■ **THE TASK**
Exclude the pictures, then restate exactly each line of the data below from the first through the line containing "flex:none; width:33px; height:33px;".

■ **INFORMATION SHOWN**
=== Begin Enclosure ===

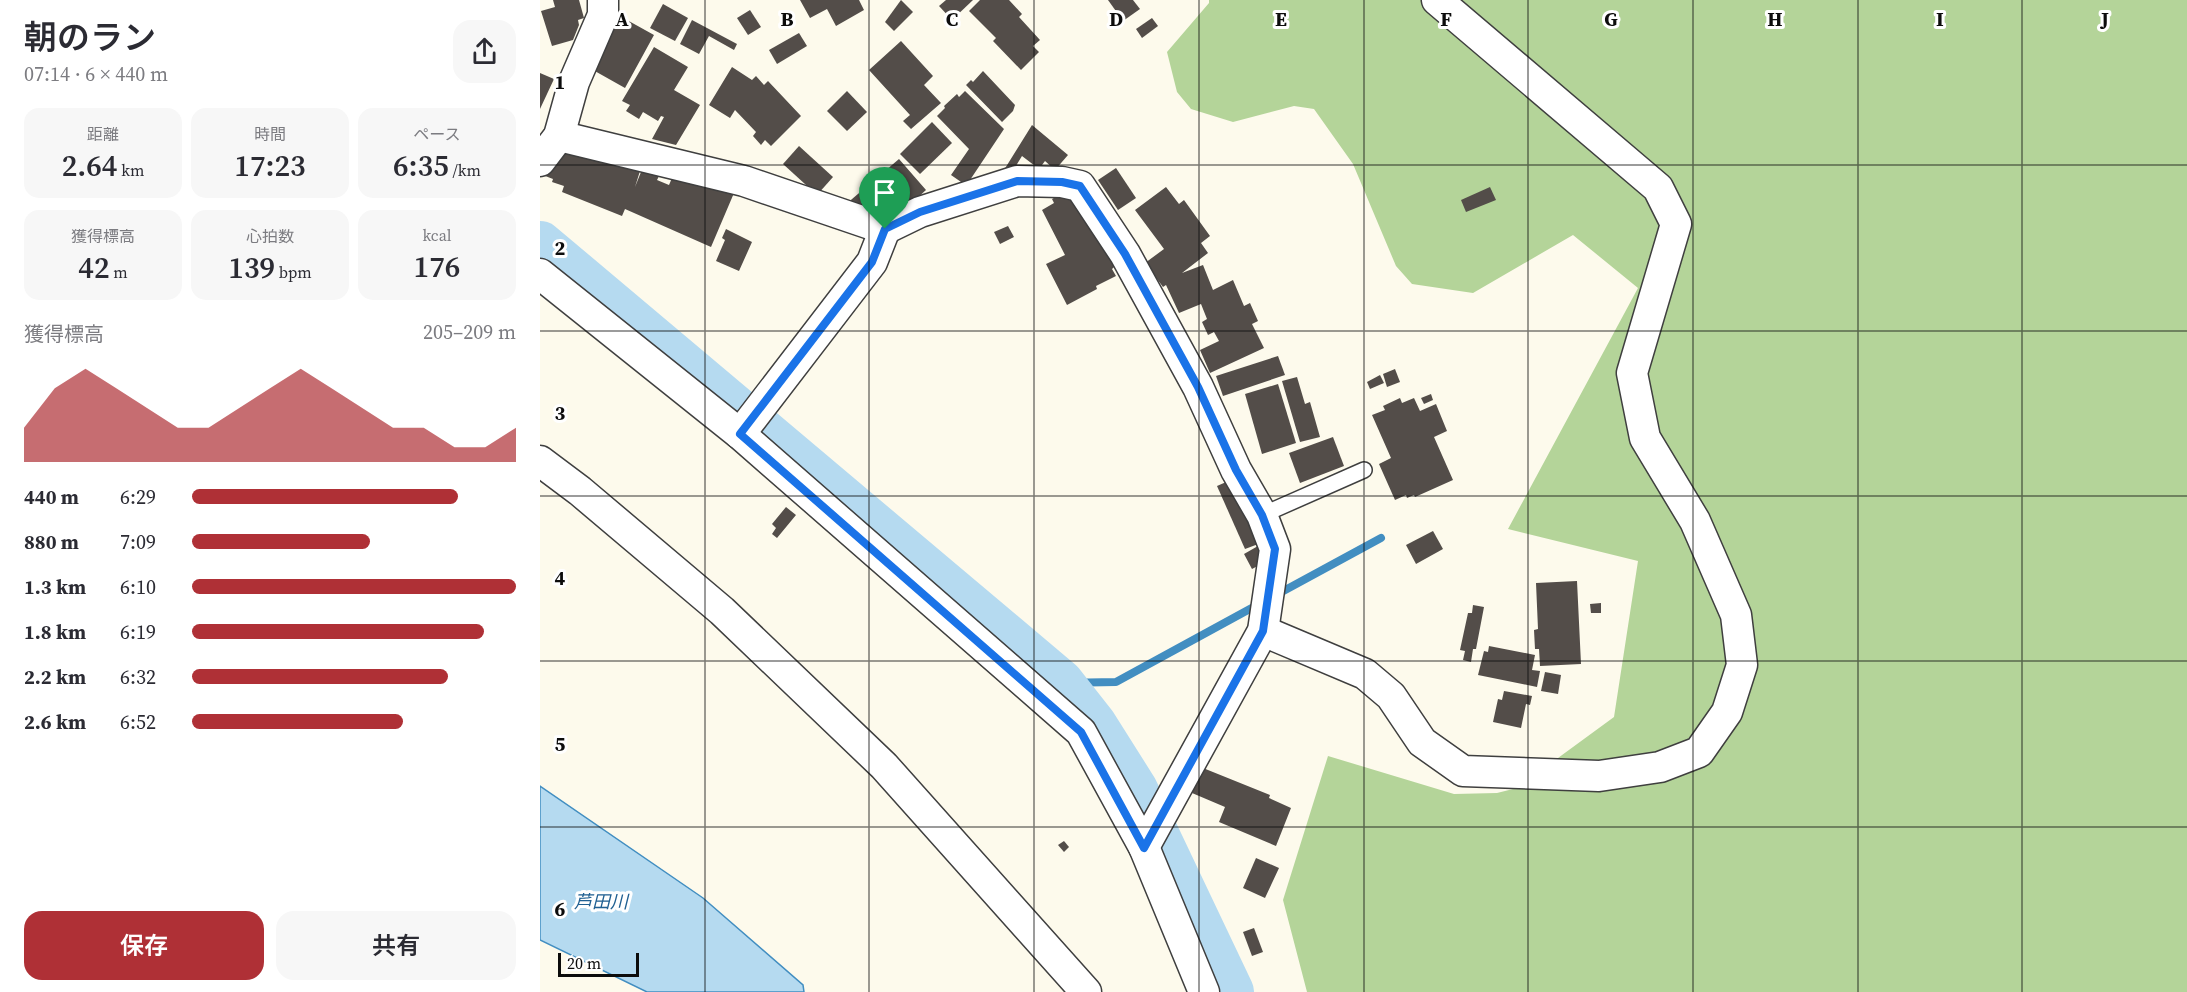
<!DOCTYPE html>
<html lang="ja">
<head>
<meta charset="utf-8">
<style>
	body { margin:0; font-family:"Source Serif 4","Noto Sans JP",serif; background:#f7f7f7; color:#2b2b33; height:100vh; display:flex; flex-direction:column; font-size:22px; white-space:nowrap }
	* { box-sizing:border-box; margin:0 }
	p { font-size:20px; color:#7c7c81 }
	.icon { flex:none; width:33px; height:33px; fill:none; stroke:currentColor; stroke-width:2; stroke-linecap:round; stroke-linejoin:round }
	.map { position:relative; flex:1; overflow:hidden }
	.details { display:flex; flex-direction:column; background:#fff; width:540px }
	.details>* { flex:none }
	.scale { position:absolute; left:18px; bottom:15px; width:81px; box-sizing:border-box; padding-left:6px; border:3px solid #0c0c0c; border-top:0; font-size:16px; line-height:21px; white-space:nowrap; color:#0c0c0c; -webkit-text-stroke:4px #fff; paint-order:stroke }
	.pin { position:absolute; display:grid; place-items:center; width:51px; height:51px; color:#fff; margin:-62px -26px; border-radius:50% 50% 50% 0; rotate:-45deg; box-shadow:0 0 6px #0007 }
	.pin .icon { rotate:45deg }
	.round { display:grid; place-items:center; flex:none; width:63px; height:63px; border-radius:18px; background:#f7f7f7 }
	.head { display:flex; align-items:center; justify-content:space-between; height:102px; padding:0 24px }
	h1 { font-size:33px; font-weight:600; line-height:45px }
	.metrics { display:grid; grid-template-columns:repeat(3,1fr); gap:9px; height:102px; padding:6px 24px }
	.metrics div { display:grid; align-content:center; border-radius:15px; background:#f7f7f7; text-align:center }
	.metrics b { font-size:30px; font-weight:600 }
	.metrics small { font-size:16px; font-weight:400 }
	.metrics p { font-size:16px }
	.chart { height:168px; padding:12px 24px }
	.chart p { display:flex; justify-content:space-between }
	.chart svg { width:100%; height:108px; margin-top:6px; fill:#af3036; opacity:.7 }
	.button { display:flex; gap:12px; margin-top:auto; padding:12px 24px }
	.button a { flex:1; height:69px; border-radius:18px; background:#af3036; color:#fff; font-size:24px; font-weight:600; line-height:69px; text-align:center }
	.button a+a { background:#f7f7f7; color:#2b2b33 }
	ul { padding:0 24px; list-style:none; font-size:20px }
	li { display:grid; grid-template-columns:96px 72px 1fr; align-items:center; height:45px }
	li i { height:15px; border-radius:8px; background:#af3036 }
	main { display:flex; flex:1; min-height:0 }
	.map>svg:first-child { display:block }
	.forest { fill:#b4d499 }
	.water { fill:#b5daf0; stroke:#428ec1; stroke-width:1.5 }
	.lines { fill:none; stroke-linecap:round; stroke-linejoin:round }
	.stream { stroke:#428ec1; stroke-width:8 }
	.river { stroke:#b5daf0; stroke-width:48 }
	.building { fill:#534d49 }
	.lane-casing { stroke:#3f3f3f; stroke-width:18 }
	.street-casing { stroke:#3f3f3f; stroke-width:33 }
	.lane { stroke:#fff; stroke-width:15 }
	.street { stroke:#fff; stroke-width:30 }
	.route-casing { stroke:#fff; stroke-width:12 }
	.route { stroke:#1a73e8; stroke-width:8 }
	.grid { fill:none; stroke:#0c0c0c; stroke-width:1.5; stroke-opacity:0.55 }
	.labels { text-anchor:middle; stroke-width:6; stroke-linejoin:round; paint-order:stroke }
	.water-label { font-size:18px; font-style:italic; fill:#206092; stroke:#fff }
	.grid-label { font-size:20px; text-anchor:middle; font-weight:bold; fill:#0c0c0c; stroke:#fff; stroke-width:6; stroke-linejoin:round; paint-order:stroke }
</style>
</head>
<body>
<main>
<section class="details">
<div class="head"><div><h1>朝のラン</h1><p>07:14 · 6 × 440 m</p></div><a class="round"><svg class="icon" aria-label="share" viewBox="0 0 24 24"><path d="M12 15V3M7 8l5-5 5 5M5 13v7h14v-7"/></svg></a></div>
<div class="metrics">
<div><p>距離</p><b>2.64<small> km</small></b></div>
<div><p>時間</p><b>17:23</b></div>
<div><p>ペース</p><b>6:35<small> /km</small></b></div>
</div>
<div class="metrics">
<div><p>獲得標高</p><b>42<small> m</small></b></div>
<div><p>心拍数</p><b>139<small> bpm</small></b></div>
<div><p>kcal</p><b>176</b></div>
</div>
<div class="chart"><p><span>獲得標高</span>205–209 m</p>
<svg viewBox="0 0 160 44" preserveAspectRatio="none"><path d="M0 44V30L10 14L20 6L30 14L40 22L50 30L60 30L70 22L80 14L90 6L100 14L110 22L120 30L130 30L140 38L150 38L160 30V44z"/></svg>
</div>
<ul>
<li><b>440 m</b>6:29<i style="width:82%"></i></li>
<li><b>880 m</b>7:09<i style="width:55%"></i></li>
<li><b>1.3 km</b>6:10<i style="width:100%"></i></li>
<li><b>1.8 km</b>6:19<i style="width:90%"></i></li>
<li><b>2.2 km</b>6:32<i style="width:79%"></i></li>
<li><b>2.6 km</b>6:52<i style="width:65%"></i></li>
</ul>
<div class="button"><a>保存</a><a>共有</a></div>
</section>
<div class="map">
<svg width="1647" height="992" viewBox="0 0 1647 992">
	<rect width="100%" height="100%" fill="#fdfaec"/>
	<!-- forest -->
	<polygon class="forest" points="669,0 1647,0 1647,992 767,992 743,900 788,756 914,794 957,793 977,788 1074,717 1098,561 968,529 1098,288 1033,235 933,293 872,284 856,266 813,164 774,109 754,106 693,122 651,109 637,92 627,52 669,3"/>
	<!-- water -->
	<polygon class="water" points="0,786 163,898 263,985 264,992 107,992 0,940"/>
	<g class="lines">
		<!-- stream -->
		<g class="stream">
			<polyline points="736,595 841,538"/>
			<polyline points="520,683 576,682 719,604"/>
		</g>
		<!-- river -->
		<polyline class="river" points="0,245 520,683 553,725 594,790 690,992"/>
	</g>
	<!-- building -->
	<g class="building">
		<polygon points="13,0 39,0 44,18 38,20 39,25 33,40 12,46 1,11 15,7"/>
		<polygon points="260,0 319,0 324,10 296,26 287,9 270,18"/>
		<polygon points="361,0 373,12 354,31 345,22"/>
		<polygon points="406,0 433,0 412,20 399,6"/>
		<polygon points="440,0 469,0 482,14 479,17 500,40 493,46 499,52 481,70 453,41 456,38 429,11"/>
		<polygon points="568,0 593,0 600,9 583,21"/>
		<polygon points="123,4 148,18 135,41 110,28"/>
		<polygon points="210,10 221,27 208,35 197,18"/>
		<polygon points="78,15 114,35 85,88 53,70 67,44 62,42"/>
		<polygon points="612,18 618,26 602,38 596,29"/>
		<polygon points="152,20 197,44 194,50 169,36 159,54 140,44"/>
		<polygon points="259,33 267,46 237,64 229,50"/>
		<polygon points="361,41 393,76 384,85 401,103 371,129 363,121 370,115 329,70"/>
		<polygon points="114,47 148,67 134,90 160,105 136,145 112,139 124,117 121,116 118,121 103,112 99,119 86,111 90,105 82,101"/>
		<polygon points="192,67 212,80 216,76 224,85 228,81 261,116 231,146 225,140 221,145 213,136 216,132 195,110 190,118 169,105"/>
		<polygon points="443,71 475,105 473,111 462,122 426,85 431,80 433,82"/>
		<polygon points="0,73 14,79 0,109"/>
		<polygon points="307,91 327,112 307,131 287,111"/>
		<polygon points="425,91 464,129 428,183 424,184 411,175 429,149 397,116 405,108 404,106 417,94 419,97"/>
		<polygon points="392,122 412,143 380,174 360,154"/>
		<polygon points="492,125 528,155 515,170 505,161 499,169 482,156 471,174 464,170"/>
		<polygon points="259,146 293,177 277,195 243,164"/>
		<polygon points="26,149 100,171 95,187 103,167 120,174 117,180 129,185 135,171 194,193 171,247 85,209 82,216 22,192 24,186 12,182 13,179 0,174 6,156 20,161"/>
		<polygon points="359,159 386,190 364,210 356,201 341,215 305,205"/>
		<polygon points="576,168 596,198 578,210 558,180"/>
		<polygon points="626,187 639,204 644,200 670,236 661,243 668,253 642,273 663,265 673,290 693,280 704,306 710,303 718,321 712,324 724,348 670,373 660,350 679,341 674,332 668,335 662,322 667,319 661,304 639,313 626,285 623,287 605,263 624,249 595,210"/>
		<polygon points="950,187 956,200 926,212 921,200"/>
		<polygon points="525,192 536,194 575,266 572,269 576,276 556,286 557,289 527,305 506,264 525,255 502,210 514,203 512,199"/>
		<polygon points="468,226 474,237 460,244 454,232"/>
		<polygon points="186,229 212,242 199,271 176,261 185,240 182,238"/>
		<polygon points="738,356 745,375 683,396 676,376"/>
		<polygon points="855,369 860,382 847,387 843,374"/>
		<polygon points="840,375 844,383 830,389 827,382"/>
		<polygon points="757,377 765,404 770,402 780,437 760,442 742,381"/>
		<polygon points="738,384 756,443 722,454 705,394"/>
		<polygon points="891,394 893,400 884,404 881,398"/>
		<polygon points="860,398 862,403 874,398 880,411 896,404 907,431 894,437 913,480 875,497 874,495 867,498 866,495 855,500 839,464 851,458 832,415 845,410 843,406"/>
		<polygon points="793,437 804,466 760,483 749,453"/>
		<polygon points="693,479 721,543 705,549 677,486"/>
		<polygon points="246,507 256,515 237,538 232,534 236,528 232,524"/>
		<polygon points="893,531 903,549 876,564 866,545"/>
		<polygon points="718,546 727,561 712,569 704,554"/>
		<polygon points="1037,581 1041,664 1000,666 999,649 995,649 994,630 998,629 996,583"/>
		<polygon points="1061,603 1061,613 1051,613 1050,604"/>
		<polygon points="933,605 944,607 936,649 933,649 931,662 923,660 925,651 920,650 928,613 932,613"/>
		<polygon points="949,646 995,655 992,670 1000,671 997,687 938,675 944,651 948,652"/>
		<polygon points="1005,672 1021,675 1018,694 1001,691"/>
		<polygon points="964,691 992,696 990,705 986,704 981,728 953,722 958,699 962,700"/>
		<polygon points="663,768 730,795 729,798 751,808 736,846 679,822 685,807 652,793"/>
		<polygon points="524,841 529,847 524,852 518,845"/>
		<polygon points="716,858 739,868 725,898 703,888"/>
		<polygon points="714,928 723,952 712,956 703,932"/>
	</g>
	<g class="lines">
		<!-- lane casing -->
		<g class="lane-casing">
			<polyline id="lane" points="722,515 824,470"/>
		</g>
		<!-- street casing -->
		<g class="street-casing">
			<g id="street">
				<polyline points="19,136 204,181 345,229 380,212 477,181 522,182 540,186 585,254 658,387 696,470 722,515 735,549 723,631 604,847"/>
				<polyline points="0,161 19,136 34,82 63,15 63,0"/>
				<polyline points="0,274 200,434 541,732 604,847 664,992"/>
				<polyline points="200,434 332,262 345,229"/>
				<polyline points="0,461 40,491 182,611 344,766 546,992"/>
				<polyline points="723,631 825,674 851,696 882,742 923,771 1059,776 1120,767 1159,752 1187,712 1202,665 1196,615 1155,521 1105,438 1092,373 1136,224 1118,188 897,0"/>
			</g>
		</g>
		<!-- lane -->
		<use href="#lane" class="lane"/>
		<!-- street -->
		<use href="#street" class="street"/>
	</g>
	<g class="lines">
		<!-- route casing -->
		<g class="route-casing">
			<polygon id="route" points="477,181 522,182 540,186 585,254 658,387 696,470 722,515 735,549 723,631 604,848 541,732 200,434 332,262 345,229 380,212"/>
		</g>
		<!-- route -->
		<use href="#route" class="route"/>
	</g>
	<!-- grid -->
	<path class="grid" d="M 165,0 L 165,992M 329,0 L 329,992M 494,0 L 494,992M 659,0 L 659,992M 824,0 L 824,992M 988,0 L 988,992M 1153,0 L 1153,992M 1318,0 L 1318,992M 1482,0 L 1482,992M 0,165 L 1647,165M 0,331 L 1647,331M 0,496 L 1647,496M 0,661 L 1647,661M 0,827 L 1647,827"/>
	<g class="labels">
		<!-- water labels -->
		<g class="water-label">
			<text x="61" y="908">芦田川</text>
		</g>
	</g>
	<g class="grid-label">
		<text x="82" y="26">A</text>
		<text x="247" y="26">B</text>
		<text x="412" y="26">C</text>
		<text x="576" y="26">D</text>
		<text x="741" y="26">E</text>
		<text x="906" y="26">F</text>
		<text x="1071" y="26">G</text>
		<text x="1235" y="26">H</text>
		<text x="1400" y="26">I</text>
		<text x="1565" y="26">J</text>
		<text x="20" y="89">1</text>
		<text x="20" y="255">2</text>
		<text x="20" y="420">3</text>
		<text x="20" y="585">4</text>
		<text x="20" y="751">5</text>
		<text x="20" y="916">6</text>
	</g>
</svg>
<div class="scale">20 m</div>
<div class="pin" style="left:345px;top:229px;background:#1e9e55"><svg class="icon" aria-label="arrive" viewBox="0 0 24 24"><path d="M6 21V4h12l-3 4 3 4H6"/></svg></div>
</div>
</main>
</body>
</html>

=== End Enclosure ===

■ **SOLUTION**
<!DOCTYPE html>
<html lang="ja">
<head>
<meta charset="utf-8">
<style>
	body { margin:0; font-family:"Source Serif 4","Noto Sans JP",serif; background:#f7f7f7; color:#2b2b33; height:100vh; display:flex; flex-direction:column; font-size:22px; white-space:nowrap }
	* { box-sizing:border-box; margin:0 }
	p { font-size:20px; color:#7c7c81 }
	.icon { flex:none; width:33px; height:33px; fill:none; stroke:currentColor; stroke-width:2; stroke-linecap:round; stroke-linejoin:round }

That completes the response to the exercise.